→ **ASSIGNED TASK**: The entries below hold a line with "Summarize the content" and a line with "Describe the map". Return those lines and all that lie between them, exactly and only.

Saved entries:
-*-

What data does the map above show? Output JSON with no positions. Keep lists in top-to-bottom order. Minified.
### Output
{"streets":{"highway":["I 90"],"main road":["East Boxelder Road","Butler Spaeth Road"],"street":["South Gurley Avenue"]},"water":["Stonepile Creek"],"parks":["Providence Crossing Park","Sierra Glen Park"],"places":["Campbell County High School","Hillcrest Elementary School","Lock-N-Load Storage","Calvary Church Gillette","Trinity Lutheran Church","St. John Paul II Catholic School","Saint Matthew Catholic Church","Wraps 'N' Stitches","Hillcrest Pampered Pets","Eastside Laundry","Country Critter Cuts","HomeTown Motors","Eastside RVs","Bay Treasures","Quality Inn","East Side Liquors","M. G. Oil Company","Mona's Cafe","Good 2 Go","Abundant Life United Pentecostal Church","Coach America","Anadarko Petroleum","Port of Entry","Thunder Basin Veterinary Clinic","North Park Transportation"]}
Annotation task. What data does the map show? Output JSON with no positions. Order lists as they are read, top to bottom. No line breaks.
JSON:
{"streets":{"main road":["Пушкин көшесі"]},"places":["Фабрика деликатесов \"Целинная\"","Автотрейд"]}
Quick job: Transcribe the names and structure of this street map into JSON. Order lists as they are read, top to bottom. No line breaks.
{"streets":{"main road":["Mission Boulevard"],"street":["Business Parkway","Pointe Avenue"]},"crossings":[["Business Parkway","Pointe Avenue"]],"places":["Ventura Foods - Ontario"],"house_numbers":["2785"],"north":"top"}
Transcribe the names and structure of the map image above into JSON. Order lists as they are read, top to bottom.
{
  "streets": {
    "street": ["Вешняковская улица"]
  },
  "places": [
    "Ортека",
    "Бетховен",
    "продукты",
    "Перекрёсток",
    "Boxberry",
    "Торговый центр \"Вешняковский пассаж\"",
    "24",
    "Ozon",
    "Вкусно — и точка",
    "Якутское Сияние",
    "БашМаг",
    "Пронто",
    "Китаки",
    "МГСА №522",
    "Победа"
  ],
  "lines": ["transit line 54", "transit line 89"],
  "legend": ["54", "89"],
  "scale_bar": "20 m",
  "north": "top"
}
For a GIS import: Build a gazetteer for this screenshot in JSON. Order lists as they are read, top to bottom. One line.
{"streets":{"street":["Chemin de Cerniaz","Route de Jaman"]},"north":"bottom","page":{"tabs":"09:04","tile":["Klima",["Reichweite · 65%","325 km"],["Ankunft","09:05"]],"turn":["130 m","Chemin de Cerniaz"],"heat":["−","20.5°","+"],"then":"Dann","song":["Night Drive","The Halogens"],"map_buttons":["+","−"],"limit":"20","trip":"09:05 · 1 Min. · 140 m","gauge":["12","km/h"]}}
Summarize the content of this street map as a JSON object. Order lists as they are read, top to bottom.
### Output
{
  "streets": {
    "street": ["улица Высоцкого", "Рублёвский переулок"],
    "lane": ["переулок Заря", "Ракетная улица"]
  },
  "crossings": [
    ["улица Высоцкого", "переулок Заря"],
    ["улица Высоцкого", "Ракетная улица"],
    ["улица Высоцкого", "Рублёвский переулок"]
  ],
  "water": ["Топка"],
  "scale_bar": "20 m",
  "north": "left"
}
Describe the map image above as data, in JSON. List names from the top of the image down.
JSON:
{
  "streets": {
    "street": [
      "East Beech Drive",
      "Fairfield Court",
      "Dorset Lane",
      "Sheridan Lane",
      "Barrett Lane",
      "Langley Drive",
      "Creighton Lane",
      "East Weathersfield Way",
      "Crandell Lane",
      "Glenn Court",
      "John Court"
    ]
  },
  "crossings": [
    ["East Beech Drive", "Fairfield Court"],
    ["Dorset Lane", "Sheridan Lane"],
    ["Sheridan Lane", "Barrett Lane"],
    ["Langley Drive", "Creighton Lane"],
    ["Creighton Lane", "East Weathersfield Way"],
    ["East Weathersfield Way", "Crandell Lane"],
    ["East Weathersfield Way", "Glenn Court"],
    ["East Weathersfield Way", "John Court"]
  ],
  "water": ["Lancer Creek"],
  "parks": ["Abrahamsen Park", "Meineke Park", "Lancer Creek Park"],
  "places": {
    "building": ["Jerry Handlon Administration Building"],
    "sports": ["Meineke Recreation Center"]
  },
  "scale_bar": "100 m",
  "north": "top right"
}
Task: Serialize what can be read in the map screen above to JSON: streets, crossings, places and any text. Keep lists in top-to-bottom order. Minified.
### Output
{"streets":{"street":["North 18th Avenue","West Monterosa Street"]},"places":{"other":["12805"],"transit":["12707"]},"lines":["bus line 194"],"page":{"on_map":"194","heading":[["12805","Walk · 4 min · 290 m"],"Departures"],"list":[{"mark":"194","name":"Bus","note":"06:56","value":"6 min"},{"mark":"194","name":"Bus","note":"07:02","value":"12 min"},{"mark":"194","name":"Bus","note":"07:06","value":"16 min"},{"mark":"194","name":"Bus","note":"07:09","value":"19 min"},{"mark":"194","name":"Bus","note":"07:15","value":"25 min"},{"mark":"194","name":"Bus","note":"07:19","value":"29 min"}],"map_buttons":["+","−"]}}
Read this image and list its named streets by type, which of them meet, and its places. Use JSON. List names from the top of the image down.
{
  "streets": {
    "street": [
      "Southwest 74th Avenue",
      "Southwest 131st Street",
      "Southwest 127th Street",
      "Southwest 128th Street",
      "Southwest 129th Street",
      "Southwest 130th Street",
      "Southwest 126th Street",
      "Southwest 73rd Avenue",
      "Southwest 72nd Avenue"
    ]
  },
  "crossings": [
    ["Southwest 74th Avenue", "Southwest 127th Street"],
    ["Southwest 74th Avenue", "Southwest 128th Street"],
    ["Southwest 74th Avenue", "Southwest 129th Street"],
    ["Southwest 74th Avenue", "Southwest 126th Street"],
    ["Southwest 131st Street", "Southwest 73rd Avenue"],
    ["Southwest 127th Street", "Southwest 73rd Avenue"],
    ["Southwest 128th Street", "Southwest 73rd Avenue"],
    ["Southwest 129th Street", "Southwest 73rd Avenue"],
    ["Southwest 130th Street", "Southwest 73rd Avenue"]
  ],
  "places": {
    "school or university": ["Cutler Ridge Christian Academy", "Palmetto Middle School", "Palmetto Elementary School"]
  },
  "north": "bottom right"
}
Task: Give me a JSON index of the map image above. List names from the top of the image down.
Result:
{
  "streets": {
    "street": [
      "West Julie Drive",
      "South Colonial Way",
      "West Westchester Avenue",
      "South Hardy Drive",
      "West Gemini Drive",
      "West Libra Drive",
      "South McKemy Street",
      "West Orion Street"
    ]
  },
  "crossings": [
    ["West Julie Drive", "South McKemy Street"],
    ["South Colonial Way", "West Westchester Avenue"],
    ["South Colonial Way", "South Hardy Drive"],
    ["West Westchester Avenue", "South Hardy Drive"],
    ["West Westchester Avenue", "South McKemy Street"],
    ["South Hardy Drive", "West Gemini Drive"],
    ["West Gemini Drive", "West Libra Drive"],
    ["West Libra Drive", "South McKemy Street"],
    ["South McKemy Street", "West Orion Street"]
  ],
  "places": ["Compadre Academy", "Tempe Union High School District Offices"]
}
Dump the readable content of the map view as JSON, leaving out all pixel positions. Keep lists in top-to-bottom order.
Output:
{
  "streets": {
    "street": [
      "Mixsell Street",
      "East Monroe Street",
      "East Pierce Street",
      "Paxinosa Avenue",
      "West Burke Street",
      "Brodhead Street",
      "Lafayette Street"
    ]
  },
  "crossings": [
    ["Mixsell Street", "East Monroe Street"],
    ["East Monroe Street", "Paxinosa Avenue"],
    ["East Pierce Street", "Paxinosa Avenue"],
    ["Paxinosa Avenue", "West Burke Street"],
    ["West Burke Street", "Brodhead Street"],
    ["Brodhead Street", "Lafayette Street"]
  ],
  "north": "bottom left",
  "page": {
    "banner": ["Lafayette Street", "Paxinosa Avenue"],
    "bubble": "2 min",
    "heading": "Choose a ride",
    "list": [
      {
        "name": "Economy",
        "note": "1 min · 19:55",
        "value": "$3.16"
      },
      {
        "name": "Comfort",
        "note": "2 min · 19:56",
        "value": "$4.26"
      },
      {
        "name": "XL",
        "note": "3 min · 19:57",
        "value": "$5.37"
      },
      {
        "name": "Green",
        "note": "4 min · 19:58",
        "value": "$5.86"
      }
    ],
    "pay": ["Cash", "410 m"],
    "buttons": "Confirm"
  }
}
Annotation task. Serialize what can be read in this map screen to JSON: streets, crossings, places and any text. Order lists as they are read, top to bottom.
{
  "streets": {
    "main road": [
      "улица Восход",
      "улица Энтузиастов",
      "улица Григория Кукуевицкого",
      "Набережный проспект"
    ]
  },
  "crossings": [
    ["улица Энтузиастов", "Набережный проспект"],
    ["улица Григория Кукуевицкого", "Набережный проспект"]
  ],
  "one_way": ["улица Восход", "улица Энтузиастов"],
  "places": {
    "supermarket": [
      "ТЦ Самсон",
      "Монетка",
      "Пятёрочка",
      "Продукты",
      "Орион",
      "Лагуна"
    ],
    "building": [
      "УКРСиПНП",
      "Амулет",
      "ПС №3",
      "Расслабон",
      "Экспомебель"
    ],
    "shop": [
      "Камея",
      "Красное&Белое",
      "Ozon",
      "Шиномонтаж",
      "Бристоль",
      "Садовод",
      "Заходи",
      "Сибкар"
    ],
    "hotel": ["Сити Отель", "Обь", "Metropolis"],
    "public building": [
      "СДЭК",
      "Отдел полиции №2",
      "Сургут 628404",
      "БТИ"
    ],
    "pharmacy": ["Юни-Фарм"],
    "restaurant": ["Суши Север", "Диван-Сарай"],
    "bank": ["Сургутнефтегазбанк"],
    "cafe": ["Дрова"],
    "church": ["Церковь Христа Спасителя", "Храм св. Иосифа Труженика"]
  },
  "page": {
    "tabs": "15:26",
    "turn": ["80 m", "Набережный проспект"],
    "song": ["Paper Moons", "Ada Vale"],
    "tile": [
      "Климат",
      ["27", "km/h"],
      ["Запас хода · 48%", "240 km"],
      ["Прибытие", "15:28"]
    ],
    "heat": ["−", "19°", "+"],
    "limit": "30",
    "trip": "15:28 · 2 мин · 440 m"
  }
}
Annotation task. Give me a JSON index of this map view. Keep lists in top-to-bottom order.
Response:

-*-

→ **ANSWER AREA**:
Summarize the content of this street map as a JSON object. Order lists as they are read, top to bottom.
### Output
{
  "streets": {
    "street": ["улица Высоцкого", "Рублёвский переулок"],
    "lane": ["переулок Заря", "Ракетная улица"]
  },
  "crossings": [
    ["улица Высоцкого", "переулок Заря"],
    ["улица Высоцкого", "Ракетная улица"],
    ["улица Высоцкого", "Рублёвский переулок"]
  ],
  "water": ["Топка"],
  "scale_bar": "20 m",
  "north": "left"
}
Describe the map image above as data, in JSON. List names from the top of the image down.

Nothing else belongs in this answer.